BEGIN THE DATA
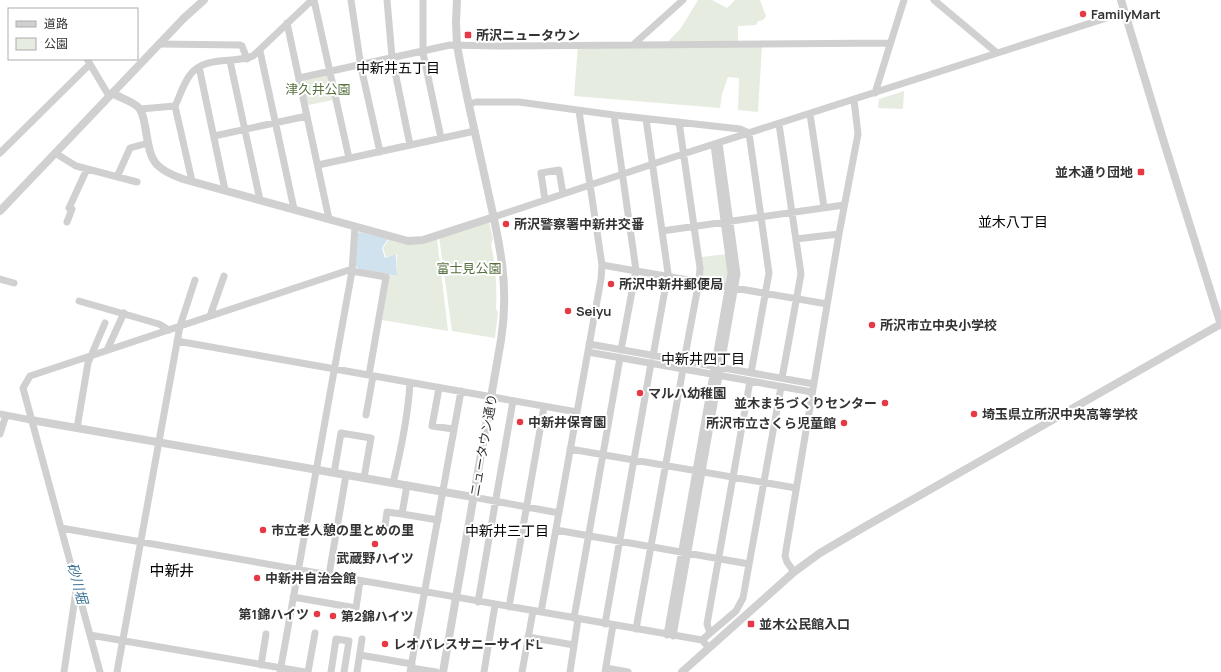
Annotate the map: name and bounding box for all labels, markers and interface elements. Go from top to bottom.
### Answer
place label: FamilyMart [1091,5,1161,23]
legend [8,8,138,60]
marker: FamilyMart [1078,9,1088,19]
text: 道路 [44,15,68,32]
place label: 所沢ニュータウン [476,26,580,44]
marker: 所沢ニュータウン [463,30,473,40]
text: 公園 [44,35,68,52]
district label: 中新井五丁目 [356,58,440,77]
park label: 津久井公園 [285,80,351,98]
place label: 並木通り団地 [1055,163,1133,181]
marker: 並木通り団地 [1136,167,1146,177]
district label: 並木八丁目 [978,212,1048,231]
place label: 所沢警察署中新井交番 [514,215,644,233]
marker: 所沢警察署中新井交番 [501,219,511,229]
park label: 富士見公園 [436,259,502,277]
place label: 所沢中新井郵便局 [619,275,723,293]
marker: 所沢中新井郵便局 [606,279,616,289]
place label: Seiyu [576,302,611,320]
marker: Seiyu [563,306,573,316]
place label: 所沢市立中央小学校 [880,316,997,334]
marker: 所沢市立中央小学校 [867,320,877,330]
district label: 中新井四丁目 [661,349,745,368]
place label: マルハ幼稚園 [648,384,726,402]
marker: マルハ幼稚園 [635,388,645,398]
street label: ニュータウン通り [465,392,501,498]
place label: 並木まちづくりセンター [734,394,877,412]
marker: 並木まちづくりセンター [880,398,890,408]
place label: 埼玉県立所沢中央高等学校 [982,405,1138,423]
marker: 埼玉県立所沢中央高等学校 [969,409,979,419]
place label: 中新井保育園 [528,413,606,431]
place label: 所沢市立さくら児童館 [706,414,836,432]
marker: 中新井保育園 [515,417,525,427]
marker: 所沢市立さくら児童館 [839,418,849,428]
place label: 市立老人憩の里とめの里 [271,521,414,539]
district label: 中新井三丁目 [465,521,549,540]
marker: 市立老人憩の里とめの里 [258,525,268,535]
marker: 武蔵野ハイツ [370,539,380,549]
place label: 武蔵野ハイツ [336,549,414,567]
water label: 砂川堀 [63,560,93,608]
district label: 中新井 [149,560,195,581]
place label: 中新井自治会館 [265,569,356,587]
marker: 中新井自治会館 [252,573,262,583]
place label: 第1錦ハイツ [239,605,309,623]
place label: 第2錦ハイツ [341,607,413,625]
marker: 第1錦ハイツ [312,609,322,619]
marker: 第2錦ハイツ [328,611,338,621]
place label: 並木公民館入口 [759,615,850,633]
marker: 並木公民館入口 [746,619,756,629]
place label: レオパレスサニーサイドL [393,635,543,653]
marker: レオパレスサニーサイドL [380,639,390,649]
END THE DATA
Copy the listing character for character, pictures omitted.

## ANSWER TO THIS EXERCISE
Annotate the map: name and bounding box for all labels, markers and interface elements. Go from top to bottom.
### Answer
place label: FamilyMart [1091,5,1161,23]
legend [8,8,138,60]
marker: FamilyMart [1078,9,1088,19]
text: 道路 [44,15,68,32]
place label: 所沢ニュータウン [476,26,580,44]
marker: 所沢ニュータウン [463,30,473,40]
text: 公園 [44,35,68,52]
district label: 中新井五丁目 [356,58,440,77]
park label: 津久井公園 [285,80,351,98]
place label: 並木通り団地 [1055,163,1133,181]
marker: 並木通り団地 [1136,167,1146,177]
district label: 並木八丁目 [978,212,1048,231]
place label: 所沢警察署中新井交番 [514,215,644,233]
marker: 所沢警察署中新井交番 [501,219,511,229]
park label: 富士見公園 [436,259,502,277]
place label: 所沢中新井郵便局 [619,275,723,293]
marker: 所沢中新井郵便局 [606,279,616,289]
place label: Seiyu [576,302,611,320]
marker: Seiyu [563,306,573,316]
place label: 所沢市立中央小学校 [880,316,997,334]
marker: 所沢市立中央小学校 [867,320,877,330]
district label: 中新井四丁目 [661,349,745,368]
place label: マルハ幼稚園 [648,384,726,402]
marker: マルハ幼稚園 [635,388,645,398]
street label: ニュータウン通り [465,392,501,498]
place label: 並木まちづくりセンター [734,394,877,412]
marker: 並木まちづくりセンター [880,398,890,408]
place label: 埼玉県立所沢中央高等学校 [982,405,1138,423]
marker: 埼玉県立所沢中央高等学校 [969,409,979,419]
place label: 中新井保育園 [528,413,606,431]
place label: 所沢市立さくら児童館 [706,414,836,432]
marker: 中新井保育園 [515,417,525,427]
marker: 所沢市立さくら児童館 [839,418,849,428]
place label: 市立老人憩の里とめの里 [271,521,414,539]
district label: 中新井三丁目 [465,521,549,540]
marker: 市立老人憩の里とめの里 [258,525,268,535]
marker: 武蔵野ハイツ [370,539,380,549]
place label: 武蔵野ハイツ [336,549,414,567]
water label: 砂川堀 [63,560,93,608]
district label: 中新井 [149,560,195,581]
place label: 中新井自治会館 [265,569,356,587]
marker: 中新井自治会館 [252,573,262,583]
place label: 第1錦ハイツ [239,605,309,623]
place label: 第2錦ハイツ [341,607,413,625]
marker: 第1錦ハイツ [312,609,322,619]
marker: 第2錦ハイツ [328,611,338,621]
place label: 並木公民館入口 [759,615,850,633]
marker: 並木公民館入口 [746,619,756,629]
place label: レオパレスサニーサイドL [393,635,543,653]
marker: レオパレスサニーサイドL [380,639,390,649]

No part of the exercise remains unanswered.